The Open/Closed paths, and the system for introducing and resolving Trouble, proved quite effective. We had some comments about the Endgame conditions creating too much metagame concern that disrupted immersion, but I'd like to see how that goes with some solid tone-setting aids in place before I write it off.


Jason Godesky said...

We had some jokes tonight about how unintuitive some of the infamous deeds could get. For instance, I struck against the Mad Forest (I closed, the Forest opened), and so it got an infamous deed, "Dreaming Bear healed the waters." The waters didn't want my healing, and I eventually came up with the explanation that because I forced Madness out, Madness had it in for me. But my brother had a good point: it didn't seem quite right.

So, what if I got rid of the famous/infamous division, and you just had Names and Deeds, that acted like Famous Names & Deeds? So, Names & Deeds always help you. Instead of infamy, striking could create trouble, or build up Fate--you create an imbalance in the Force, you might say. I think that makes more sense, really.

I have another problem that came up in this playtest: what "knobs" do I have to play with, that I could design Powers around? I have a few ideas. First, things you can get:

(1) The other person has to open (double price?)
(2) Reduce Trouble
(3) No Trouble from traveling a Closed path
(4) Free stuff: Travel, Introduction, Power use
(5) New Power (double, maybe even triple price?)
(6) Enter scene uninvited
(7) Create Trouble

Now, things that those might cost you:

(1) Will
(2) Reducing a relevant path (Open to Uncertain, or Uncertain to Closed)
(3) Increasing Fate?
(4) New Trouble
(5) An existing Trouble gets bigger

And finally, limits that you might place on those:

(1) Place where this takes place
(1.5) Fate in the place where this takes place
(2) A relevant path exists
(2.5) A relevant path not only exists, but has a specific state (Closed, Uncertain or Open)
(3) Number of Troubles in play
(3.5) Fate in a Trouble

So, now my questions:

(1) Do you see any other "knobs" I've missed?

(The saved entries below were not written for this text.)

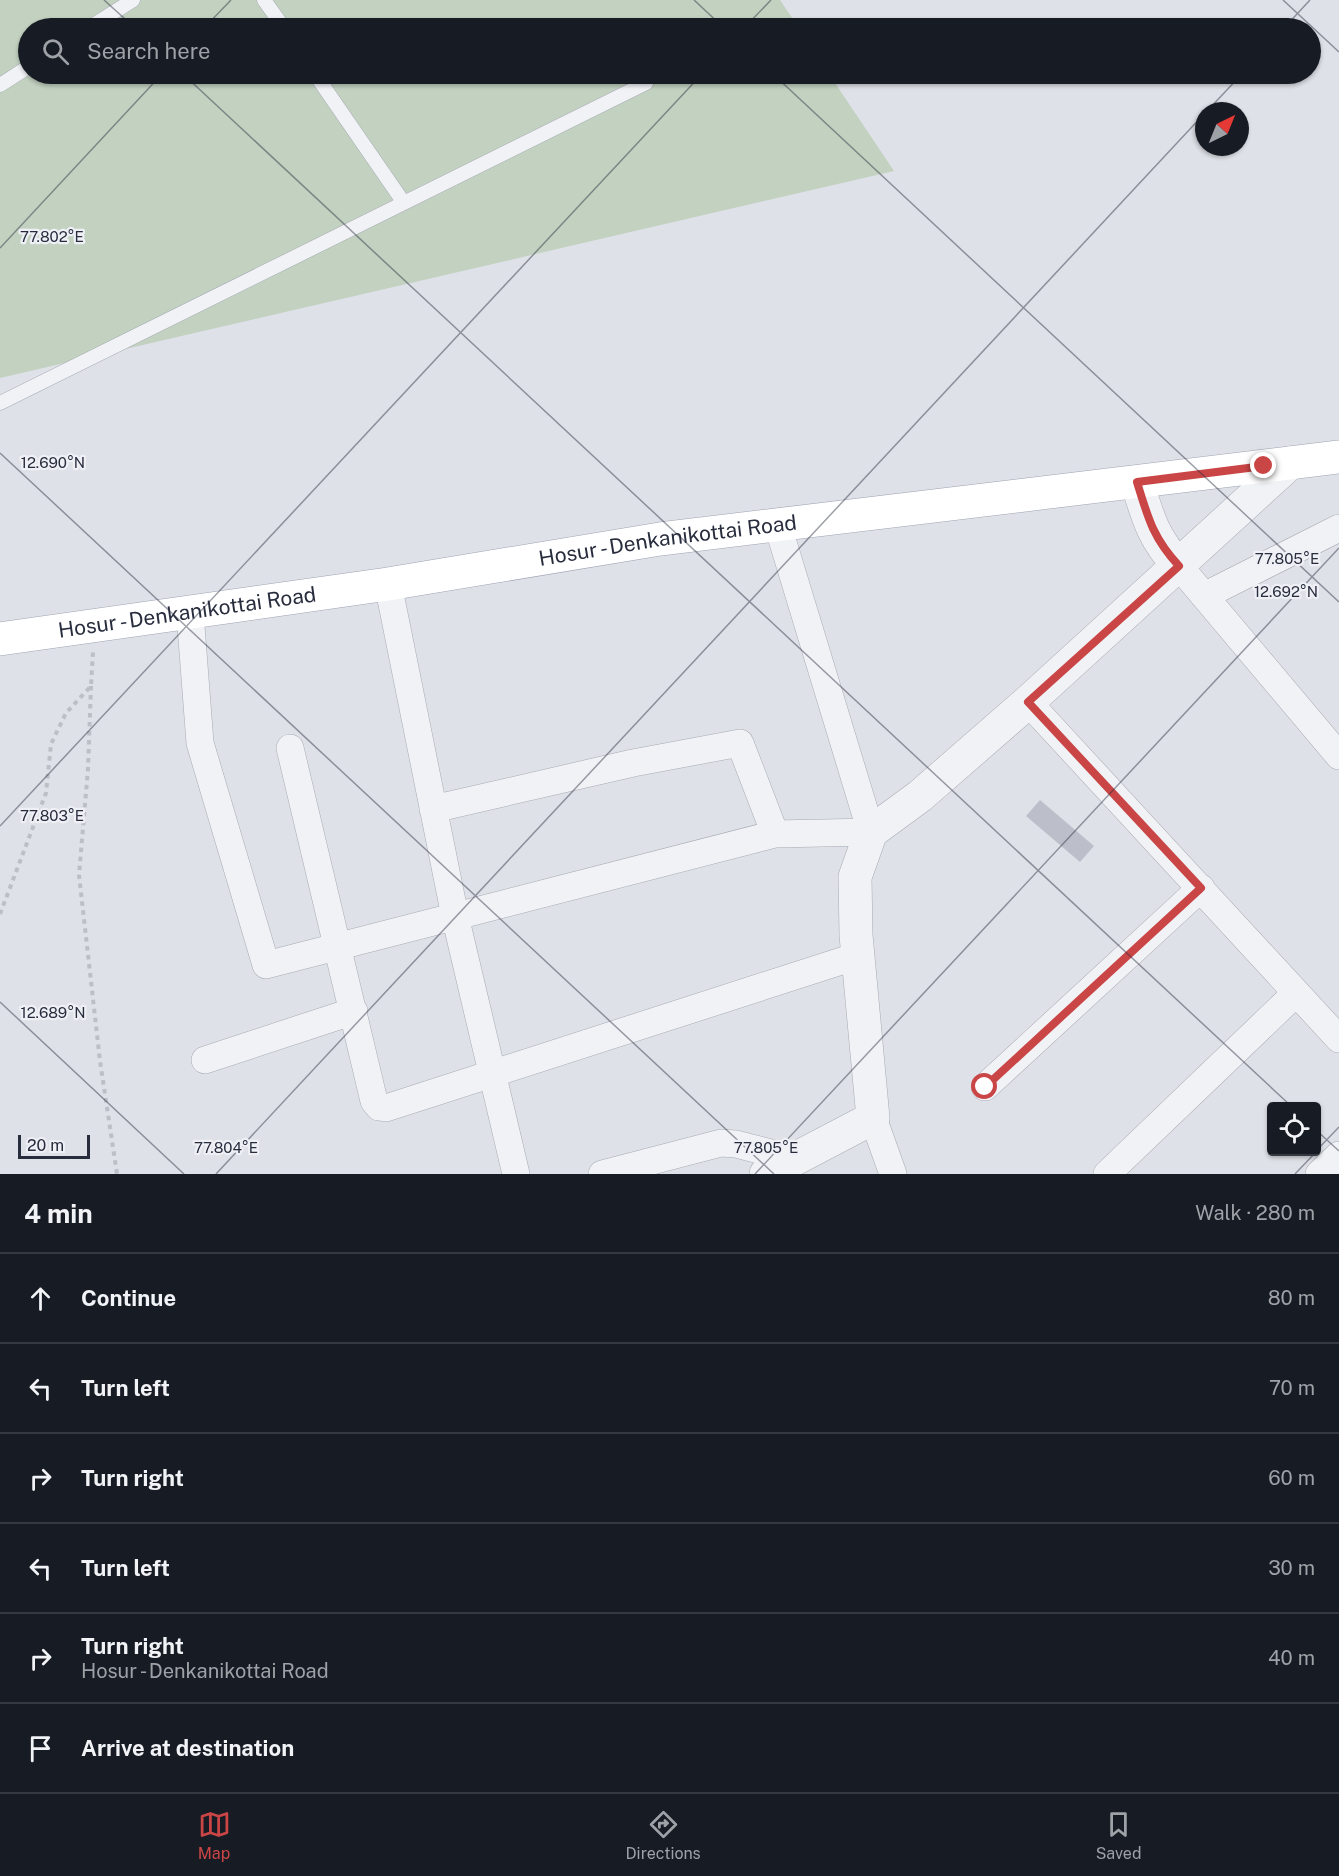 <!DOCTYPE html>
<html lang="en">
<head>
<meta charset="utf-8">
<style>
	:root { --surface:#171b24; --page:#242831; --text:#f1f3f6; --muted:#9ea1a6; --line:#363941; --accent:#ca4646 }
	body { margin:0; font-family:"Public Sans",sans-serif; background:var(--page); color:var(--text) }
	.controls { position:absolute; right:18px; bottom:18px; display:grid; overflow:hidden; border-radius:6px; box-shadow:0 2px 4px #0004 }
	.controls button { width:54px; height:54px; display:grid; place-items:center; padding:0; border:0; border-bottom:2px solid var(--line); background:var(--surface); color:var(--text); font:30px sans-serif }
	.compass { position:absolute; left:1195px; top:102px; width:54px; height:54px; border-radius:50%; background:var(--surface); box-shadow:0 2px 4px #0004; rotate:43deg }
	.scale { position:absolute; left:18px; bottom:15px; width:72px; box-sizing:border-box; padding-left:6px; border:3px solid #282d3e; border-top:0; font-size:16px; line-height:21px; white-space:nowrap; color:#282d3e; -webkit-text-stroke:4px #eef0f5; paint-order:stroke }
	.stop { position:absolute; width:18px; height:18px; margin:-14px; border:4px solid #ca4646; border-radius:50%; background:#fff }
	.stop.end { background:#ca4646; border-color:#fff; box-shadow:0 2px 6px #0008 }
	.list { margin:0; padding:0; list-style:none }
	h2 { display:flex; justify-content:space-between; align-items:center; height:78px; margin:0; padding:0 24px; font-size:26px }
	h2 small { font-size:20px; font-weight:400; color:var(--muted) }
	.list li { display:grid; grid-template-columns:39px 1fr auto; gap:18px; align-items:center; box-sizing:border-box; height:90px; padding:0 24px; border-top:2px solid var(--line) }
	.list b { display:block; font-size:22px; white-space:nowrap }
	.list p { margin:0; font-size:20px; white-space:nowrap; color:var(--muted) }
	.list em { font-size:20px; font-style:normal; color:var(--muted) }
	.icon { flex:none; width:33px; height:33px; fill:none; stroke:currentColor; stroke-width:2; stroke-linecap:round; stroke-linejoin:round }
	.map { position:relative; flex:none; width:1339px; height:1174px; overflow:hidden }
	.search { position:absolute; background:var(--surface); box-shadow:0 2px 4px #0004; left:18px; right:18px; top:18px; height:66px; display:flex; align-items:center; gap:15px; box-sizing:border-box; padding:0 21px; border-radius:33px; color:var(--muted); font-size:22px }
	.sheet { height:618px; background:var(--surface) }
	nav { display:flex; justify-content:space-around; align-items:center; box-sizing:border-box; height:84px; border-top:2px solid var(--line); background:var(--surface); font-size:16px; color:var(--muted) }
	nav a { display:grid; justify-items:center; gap:3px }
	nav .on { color:var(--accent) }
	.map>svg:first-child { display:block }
	.green { fill:#c2d1c0 }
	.building { fill:#bcbfca }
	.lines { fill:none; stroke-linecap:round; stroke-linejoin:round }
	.service-casing { stroke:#a7abb4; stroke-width:15 }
	.minor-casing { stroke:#a7abb4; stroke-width:28 }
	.tertiary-casing { stroke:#a7abb4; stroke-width:34 }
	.primary-casing { stroke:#9ea3b3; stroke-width:34 }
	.path { stroke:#bdbfc6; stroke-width:4; stroke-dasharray:4.5 4.5; stroke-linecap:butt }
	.service { stroke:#f1f2f6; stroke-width:14 }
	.minor { stroke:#f1f2f6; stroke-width:27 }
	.tertiary { stroke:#f1f2f6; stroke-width:33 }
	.primary { stroke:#fff; stroke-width:33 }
	.route { stroke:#ca4646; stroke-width:8 }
	.ticks { fill:none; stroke:#282d3e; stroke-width:1.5; stroke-opacity:0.45 }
	.labels { text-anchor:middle; stroke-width:4.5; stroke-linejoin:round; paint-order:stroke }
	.street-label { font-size:21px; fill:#282d3e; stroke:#eef0f5 }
	.ticks-label { font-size:15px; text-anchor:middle; fill:#282d3e; stroke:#eef0f5; stroke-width:4.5; stroke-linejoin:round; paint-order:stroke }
</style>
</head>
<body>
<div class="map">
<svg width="1339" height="1174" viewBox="0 0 1339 1174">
	<rect width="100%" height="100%" fill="#dee1e7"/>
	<path class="green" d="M0,0H780L799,28H28V74H829L894,171L0,378Z"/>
	<path class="building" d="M1040,800L1094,846L1080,862L1026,816Z"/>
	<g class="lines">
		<g class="service-casing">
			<path id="service" d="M264,0L284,28
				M89,28L133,0
				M315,74L404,203
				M0,85L28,67
				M0,403L646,83"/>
		</g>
		<g class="minor-casing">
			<path id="minor" d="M1179,566L1339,756
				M388,584L455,916L516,1174
				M1204,596L1339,528
				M190,613L200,743L266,965L775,834L871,832L778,526
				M1028,702L1339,1039
				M290,748L374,1101L379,1107L386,1108L857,956
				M433,809L633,763L740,743L775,834
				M205,1060L354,1011
				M985,1087L1201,888
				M873,1118L893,1174
				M602,1174L721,1143L736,1144L794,1159
				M1107,1174L1295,994
				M1319,1174L1339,1155"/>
		</g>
		<g class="tertiary-casing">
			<path id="tertiary" d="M1137,482C1148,518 1153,538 1179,566
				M766,1174L873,1118L856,935L855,877L871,832L920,796L1028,702L1290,463"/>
		</g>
		<g class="primary-casing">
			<g id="primary">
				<path id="s1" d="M0,639L388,584L660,539L1339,457"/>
			</g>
		</g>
		<path class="path" d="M91,686L88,769L79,875L100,1061L117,1174
			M0,914L46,793L51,744L66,713L91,686L93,652"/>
		<use href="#service" class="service"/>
		<use href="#minor" class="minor"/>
		<use href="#tertiary" class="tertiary"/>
		<use href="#primary" class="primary"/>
	</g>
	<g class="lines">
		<path class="route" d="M985,1087L1201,888L1028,702L1179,566C1153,538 1148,518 1137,482L1264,466"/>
	</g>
	<path class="ticks" d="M104,0L135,28M694,0L724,28M1283,0L1339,52M204,28L231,0M744,28L771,0M1284,28L1310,0M183,74L1291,1106M773,74L1339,602M1207,111L1242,74M0,248L162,74M0,453L774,1174M0,826L702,74M0,1002L184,1174M1316,1130L1339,1151M1316,1151L1339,1127M216,1174L1204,114M755,1174L1339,548M1295,1174L1316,1152"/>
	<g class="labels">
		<g class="street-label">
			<text dy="7" stroke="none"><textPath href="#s1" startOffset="675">Hosur - Denkanikottai Road</textPath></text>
			<text dy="7" stroke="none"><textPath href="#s1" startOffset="189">Hosur - Denkanikottai Road</textPath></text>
		</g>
	</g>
	<g class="ticks-label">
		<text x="52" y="242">77.802°E</text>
		<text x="53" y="468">12.690°N</text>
		<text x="1287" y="564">77.805°E</text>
		<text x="1286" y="597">12.692°N</text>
		<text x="52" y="821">77.803°E</text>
		<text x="53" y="1018">12.689°N</text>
		<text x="226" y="1153">77.804°E</text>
		<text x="766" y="1153">77.805°E</text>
	</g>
</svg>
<div class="controls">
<button><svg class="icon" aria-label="locate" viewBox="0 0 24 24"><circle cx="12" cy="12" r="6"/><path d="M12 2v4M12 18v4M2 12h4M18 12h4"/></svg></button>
</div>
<svg class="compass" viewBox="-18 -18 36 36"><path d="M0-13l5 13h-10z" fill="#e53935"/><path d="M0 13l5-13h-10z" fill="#9ea1a6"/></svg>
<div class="scale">20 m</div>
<div class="stop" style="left:985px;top:1087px"></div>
<div class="stop end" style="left:1264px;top:466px"></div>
<div class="search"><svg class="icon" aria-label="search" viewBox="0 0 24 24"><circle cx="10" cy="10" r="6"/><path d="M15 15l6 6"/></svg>Search here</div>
</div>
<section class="sheet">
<h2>4 min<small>Walk · 280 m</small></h2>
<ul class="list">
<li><svg class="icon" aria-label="ahead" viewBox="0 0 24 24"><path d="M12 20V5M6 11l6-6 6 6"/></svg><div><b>Continue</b></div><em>80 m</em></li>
<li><svg class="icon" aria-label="left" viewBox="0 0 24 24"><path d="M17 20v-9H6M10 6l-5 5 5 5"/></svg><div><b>Turn left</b></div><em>70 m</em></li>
<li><svg class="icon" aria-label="right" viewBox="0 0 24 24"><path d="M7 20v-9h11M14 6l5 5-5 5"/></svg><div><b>Turn right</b></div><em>60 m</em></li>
<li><svg class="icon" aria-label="left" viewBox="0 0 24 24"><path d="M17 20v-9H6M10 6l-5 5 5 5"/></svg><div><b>Turn left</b></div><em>30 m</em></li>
<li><svg class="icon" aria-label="right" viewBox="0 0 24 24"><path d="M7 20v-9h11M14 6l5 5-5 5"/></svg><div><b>Turn right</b><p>Hosur - Denkanikottai Road</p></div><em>40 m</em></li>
<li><svg class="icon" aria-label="arrive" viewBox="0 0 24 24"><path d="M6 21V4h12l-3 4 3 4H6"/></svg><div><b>Arrive at destination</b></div></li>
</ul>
</section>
<nav>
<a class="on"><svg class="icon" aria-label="map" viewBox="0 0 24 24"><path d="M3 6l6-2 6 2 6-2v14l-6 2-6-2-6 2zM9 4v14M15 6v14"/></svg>Map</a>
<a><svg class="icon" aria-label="directions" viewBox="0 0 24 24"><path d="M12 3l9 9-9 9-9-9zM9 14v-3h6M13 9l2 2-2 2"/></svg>Directions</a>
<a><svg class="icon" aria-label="saved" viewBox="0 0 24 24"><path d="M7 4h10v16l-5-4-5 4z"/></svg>Saved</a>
</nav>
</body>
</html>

(2) It feels like something should happen with the balance of Fate in different places, especially along different kinds of Open or Closed paths, but what? The game can't take much more complexity, so it has to happen in the flow of the game, and with some very simple changes.

Jason Godesky said...

Editing the rules tonight, I noticed one we ignored in this playtest: you can only draw a path connecting the place of your current initiation to the place of your last initiation. We even noted at the table how our very well-connected map made the story a little more disjointed. Had we heeded that rule, we would have had a much less connected map, made up of three paths weaving together. I had intended to produce that kind of weaving with that rule, but I hadn't realized how much it could impact gameplay. In this case, I might have solved this problem even before we experienced it.